Collected data
•••••
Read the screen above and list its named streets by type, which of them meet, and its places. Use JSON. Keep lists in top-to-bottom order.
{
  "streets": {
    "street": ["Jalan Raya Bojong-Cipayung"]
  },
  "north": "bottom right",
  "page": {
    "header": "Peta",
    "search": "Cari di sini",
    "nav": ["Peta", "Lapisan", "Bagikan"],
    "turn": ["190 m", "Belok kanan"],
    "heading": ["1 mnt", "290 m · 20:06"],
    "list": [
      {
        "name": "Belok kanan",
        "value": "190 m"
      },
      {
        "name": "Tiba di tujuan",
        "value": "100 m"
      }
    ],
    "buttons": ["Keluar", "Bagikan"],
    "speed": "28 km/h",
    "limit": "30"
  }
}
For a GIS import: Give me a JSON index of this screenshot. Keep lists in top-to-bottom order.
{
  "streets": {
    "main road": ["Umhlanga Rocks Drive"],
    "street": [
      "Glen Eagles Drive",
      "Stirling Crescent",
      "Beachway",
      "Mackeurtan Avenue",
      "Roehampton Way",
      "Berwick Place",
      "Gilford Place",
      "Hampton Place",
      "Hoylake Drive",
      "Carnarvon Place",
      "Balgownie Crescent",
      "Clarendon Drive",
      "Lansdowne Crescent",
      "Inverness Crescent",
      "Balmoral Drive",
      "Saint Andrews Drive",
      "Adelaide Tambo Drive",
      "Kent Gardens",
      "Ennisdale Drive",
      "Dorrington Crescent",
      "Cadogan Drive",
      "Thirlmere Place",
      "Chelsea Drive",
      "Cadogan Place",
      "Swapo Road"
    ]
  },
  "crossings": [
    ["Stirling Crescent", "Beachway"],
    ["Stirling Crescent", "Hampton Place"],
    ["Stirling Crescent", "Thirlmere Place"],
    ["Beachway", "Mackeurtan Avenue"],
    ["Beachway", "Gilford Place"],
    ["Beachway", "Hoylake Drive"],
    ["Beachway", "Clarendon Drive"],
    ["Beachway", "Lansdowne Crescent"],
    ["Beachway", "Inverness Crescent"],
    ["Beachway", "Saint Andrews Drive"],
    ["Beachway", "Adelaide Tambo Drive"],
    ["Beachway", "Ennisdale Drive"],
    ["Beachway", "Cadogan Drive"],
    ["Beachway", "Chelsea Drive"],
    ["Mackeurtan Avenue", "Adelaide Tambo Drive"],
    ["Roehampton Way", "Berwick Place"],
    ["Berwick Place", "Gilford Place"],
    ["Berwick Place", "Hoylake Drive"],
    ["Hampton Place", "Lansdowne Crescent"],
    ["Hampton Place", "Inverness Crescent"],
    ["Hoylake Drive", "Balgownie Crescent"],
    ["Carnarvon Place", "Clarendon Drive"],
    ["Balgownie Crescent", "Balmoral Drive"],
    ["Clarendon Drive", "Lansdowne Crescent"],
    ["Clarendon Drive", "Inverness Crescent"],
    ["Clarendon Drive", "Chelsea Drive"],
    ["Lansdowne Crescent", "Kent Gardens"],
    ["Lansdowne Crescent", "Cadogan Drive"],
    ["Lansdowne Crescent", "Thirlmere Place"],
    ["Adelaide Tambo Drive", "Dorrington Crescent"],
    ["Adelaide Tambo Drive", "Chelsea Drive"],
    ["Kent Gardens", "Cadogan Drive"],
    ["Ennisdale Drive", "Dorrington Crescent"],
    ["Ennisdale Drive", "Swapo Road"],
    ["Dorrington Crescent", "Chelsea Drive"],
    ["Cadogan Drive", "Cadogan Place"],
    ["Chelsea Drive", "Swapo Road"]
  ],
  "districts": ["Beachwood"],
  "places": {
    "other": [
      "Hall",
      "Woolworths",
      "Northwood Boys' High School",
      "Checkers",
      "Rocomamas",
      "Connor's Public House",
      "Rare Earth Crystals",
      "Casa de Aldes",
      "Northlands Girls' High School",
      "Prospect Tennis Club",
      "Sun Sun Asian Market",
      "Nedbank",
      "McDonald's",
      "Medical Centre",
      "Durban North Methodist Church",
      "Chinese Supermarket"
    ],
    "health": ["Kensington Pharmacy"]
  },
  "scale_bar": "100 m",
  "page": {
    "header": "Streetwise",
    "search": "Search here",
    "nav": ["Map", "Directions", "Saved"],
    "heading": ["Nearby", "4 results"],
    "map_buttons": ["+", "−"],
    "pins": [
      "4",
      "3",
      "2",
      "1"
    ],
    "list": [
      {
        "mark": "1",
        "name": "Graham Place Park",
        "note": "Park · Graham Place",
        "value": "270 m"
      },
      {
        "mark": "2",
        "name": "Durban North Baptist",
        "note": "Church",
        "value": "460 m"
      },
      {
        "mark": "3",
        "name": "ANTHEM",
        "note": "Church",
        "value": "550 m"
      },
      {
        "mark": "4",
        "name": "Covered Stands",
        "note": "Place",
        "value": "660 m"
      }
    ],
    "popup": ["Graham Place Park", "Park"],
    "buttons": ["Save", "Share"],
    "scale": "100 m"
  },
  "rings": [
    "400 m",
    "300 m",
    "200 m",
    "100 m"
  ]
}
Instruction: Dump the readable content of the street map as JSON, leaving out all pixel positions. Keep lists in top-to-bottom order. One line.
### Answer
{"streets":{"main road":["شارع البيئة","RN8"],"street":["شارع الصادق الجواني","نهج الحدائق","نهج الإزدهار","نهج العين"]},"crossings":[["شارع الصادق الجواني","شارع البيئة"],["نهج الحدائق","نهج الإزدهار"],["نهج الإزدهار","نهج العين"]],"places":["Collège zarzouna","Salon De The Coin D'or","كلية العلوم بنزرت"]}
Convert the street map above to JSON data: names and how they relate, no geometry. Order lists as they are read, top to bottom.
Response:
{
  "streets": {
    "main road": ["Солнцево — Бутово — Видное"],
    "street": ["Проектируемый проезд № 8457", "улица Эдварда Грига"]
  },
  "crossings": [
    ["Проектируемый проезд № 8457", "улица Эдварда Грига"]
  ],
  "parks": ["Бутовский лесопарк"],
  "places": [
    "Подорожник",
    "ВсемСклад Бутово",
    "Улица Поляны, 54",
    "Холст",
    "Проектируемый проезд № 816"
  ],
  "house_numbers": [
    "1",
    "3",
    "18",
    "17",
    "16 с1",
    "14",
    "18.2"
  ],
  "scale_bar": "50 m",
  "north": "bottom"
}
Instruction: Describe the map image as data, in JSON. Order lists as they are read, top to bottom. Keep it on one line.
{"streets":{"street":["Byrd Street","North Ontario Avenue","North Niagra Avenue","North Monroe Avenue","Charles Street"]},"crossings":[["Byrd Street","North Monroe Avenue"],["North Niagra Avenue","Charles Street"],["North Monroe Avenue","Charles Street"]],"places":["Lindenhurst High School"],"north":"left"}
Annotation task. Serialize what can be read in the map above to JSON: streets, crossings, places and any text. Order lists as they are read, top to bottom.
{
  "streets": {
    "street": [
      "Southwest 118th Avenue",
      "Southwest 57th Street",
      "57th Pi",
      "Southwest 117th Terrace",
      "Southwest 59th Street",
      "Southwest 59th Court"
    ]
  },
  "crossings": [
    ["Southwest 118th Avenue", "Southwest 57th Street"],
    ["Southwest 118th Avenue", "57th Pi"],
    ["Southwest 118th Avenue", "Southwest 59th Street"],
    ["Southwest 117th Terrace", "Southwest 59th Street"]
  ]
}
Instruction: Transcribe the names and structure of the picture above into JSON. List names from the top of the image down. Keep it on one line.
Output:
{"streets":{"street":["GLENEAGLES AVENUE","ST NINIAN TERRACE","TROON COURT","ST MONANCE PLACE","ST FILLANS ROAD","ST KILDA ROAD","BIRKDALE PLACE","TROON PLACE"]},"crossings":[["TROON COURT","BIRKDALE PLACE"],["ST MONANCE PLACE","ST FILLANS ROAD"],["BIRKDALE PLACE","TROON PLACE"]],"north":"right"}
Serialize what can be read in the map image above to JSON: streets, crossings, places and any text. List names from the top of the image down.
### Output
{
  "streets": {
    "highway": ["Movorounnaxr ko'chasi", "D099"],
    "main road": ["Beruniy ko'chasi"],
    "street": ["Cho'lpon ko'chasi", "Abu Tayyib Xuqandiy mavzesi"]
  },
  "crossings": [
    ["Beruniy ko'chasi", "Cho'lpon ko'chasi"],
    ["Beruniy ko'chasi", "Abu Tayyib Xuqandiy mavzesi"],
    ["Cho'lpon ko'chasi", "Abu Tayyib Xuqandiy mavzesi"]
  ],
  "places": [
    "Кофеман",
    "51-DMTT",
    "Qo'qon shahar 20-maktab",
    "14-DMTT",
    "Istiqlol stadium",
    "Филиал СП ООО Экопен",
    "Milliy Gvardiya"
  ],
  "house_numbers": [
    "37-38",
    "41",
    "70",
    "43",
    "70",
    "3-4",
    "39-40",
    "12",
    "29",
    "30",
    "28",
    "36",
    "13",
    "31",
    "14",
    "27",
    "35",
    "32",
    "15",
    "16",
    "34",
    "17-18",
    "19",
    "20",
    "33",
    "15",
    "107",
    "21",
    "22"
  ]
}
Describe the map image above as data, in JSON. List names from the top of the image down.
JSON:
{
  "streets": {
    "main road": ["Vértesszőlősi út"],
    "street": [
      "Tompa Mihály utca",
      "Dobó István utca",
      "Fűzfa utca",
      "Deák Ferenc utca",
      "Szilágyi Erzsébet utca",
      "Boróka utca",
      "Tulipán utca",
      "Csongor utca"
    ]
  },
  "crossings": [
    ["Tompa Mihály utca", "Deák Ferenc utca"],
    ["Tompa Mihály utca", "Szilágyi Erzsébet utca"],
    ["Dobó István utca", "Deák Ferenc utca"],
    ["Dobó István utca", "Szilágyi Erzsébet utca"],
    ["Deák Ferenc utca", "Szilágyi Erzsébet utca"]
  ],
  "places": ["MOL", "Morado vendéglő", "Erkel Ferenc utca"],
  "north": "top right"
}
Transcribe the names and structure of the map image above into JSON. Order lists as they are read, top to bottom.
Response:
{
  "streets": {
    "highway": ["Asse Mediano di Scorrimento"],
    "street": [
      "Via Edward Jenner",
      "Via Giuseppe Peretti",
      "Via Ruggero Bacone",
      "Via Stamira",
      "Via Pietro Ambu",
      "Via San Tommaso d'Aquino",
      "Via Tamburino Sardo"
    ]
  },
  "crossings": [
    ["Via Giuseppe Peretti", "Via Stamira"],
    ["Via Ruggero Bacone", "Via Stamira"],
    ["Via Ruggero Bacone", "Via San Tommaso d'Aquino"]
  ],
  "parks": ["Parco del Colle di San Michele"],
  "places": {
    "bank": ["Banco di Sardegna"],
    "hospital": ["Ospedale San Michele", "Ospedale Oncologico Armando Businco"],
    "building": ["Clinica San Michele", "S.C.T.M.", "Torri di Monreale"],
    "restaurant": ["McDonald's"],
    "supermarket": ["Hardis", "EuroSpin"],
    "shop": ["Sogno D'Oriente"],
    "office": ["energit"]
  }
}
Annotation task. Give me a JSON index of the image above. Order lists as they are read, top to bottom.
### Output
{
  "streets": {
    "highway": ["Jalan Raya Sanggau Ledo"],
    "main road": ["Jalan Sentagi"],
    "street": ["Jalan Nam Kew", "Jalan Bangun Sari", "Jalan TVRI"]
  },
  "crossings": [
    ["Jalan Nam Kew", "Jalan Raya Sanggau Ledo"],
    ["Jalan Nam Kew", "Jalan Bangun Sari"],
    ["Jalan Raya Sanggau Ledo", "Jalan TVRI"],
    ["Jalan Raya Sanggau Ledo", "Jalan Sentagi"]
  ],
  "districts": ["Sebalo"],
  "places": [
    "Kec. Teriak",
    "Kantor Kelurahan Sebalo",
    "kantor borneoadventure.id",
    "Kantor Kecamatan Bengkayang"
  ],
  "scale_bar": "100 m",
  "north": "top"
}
•••••
● **WHAT NEEDS TO BE DONE**:
Look through the entries above and list every line containing "Inverness".

● **COMPLETED EXERCISE**:
      "Inverness Crescent",
    ["Beachway", "Inverness Crescent"],
    ["Hampton Place", "Inverness Crescent"],
    ["Clarendon Drive", "Inverness Crescent"],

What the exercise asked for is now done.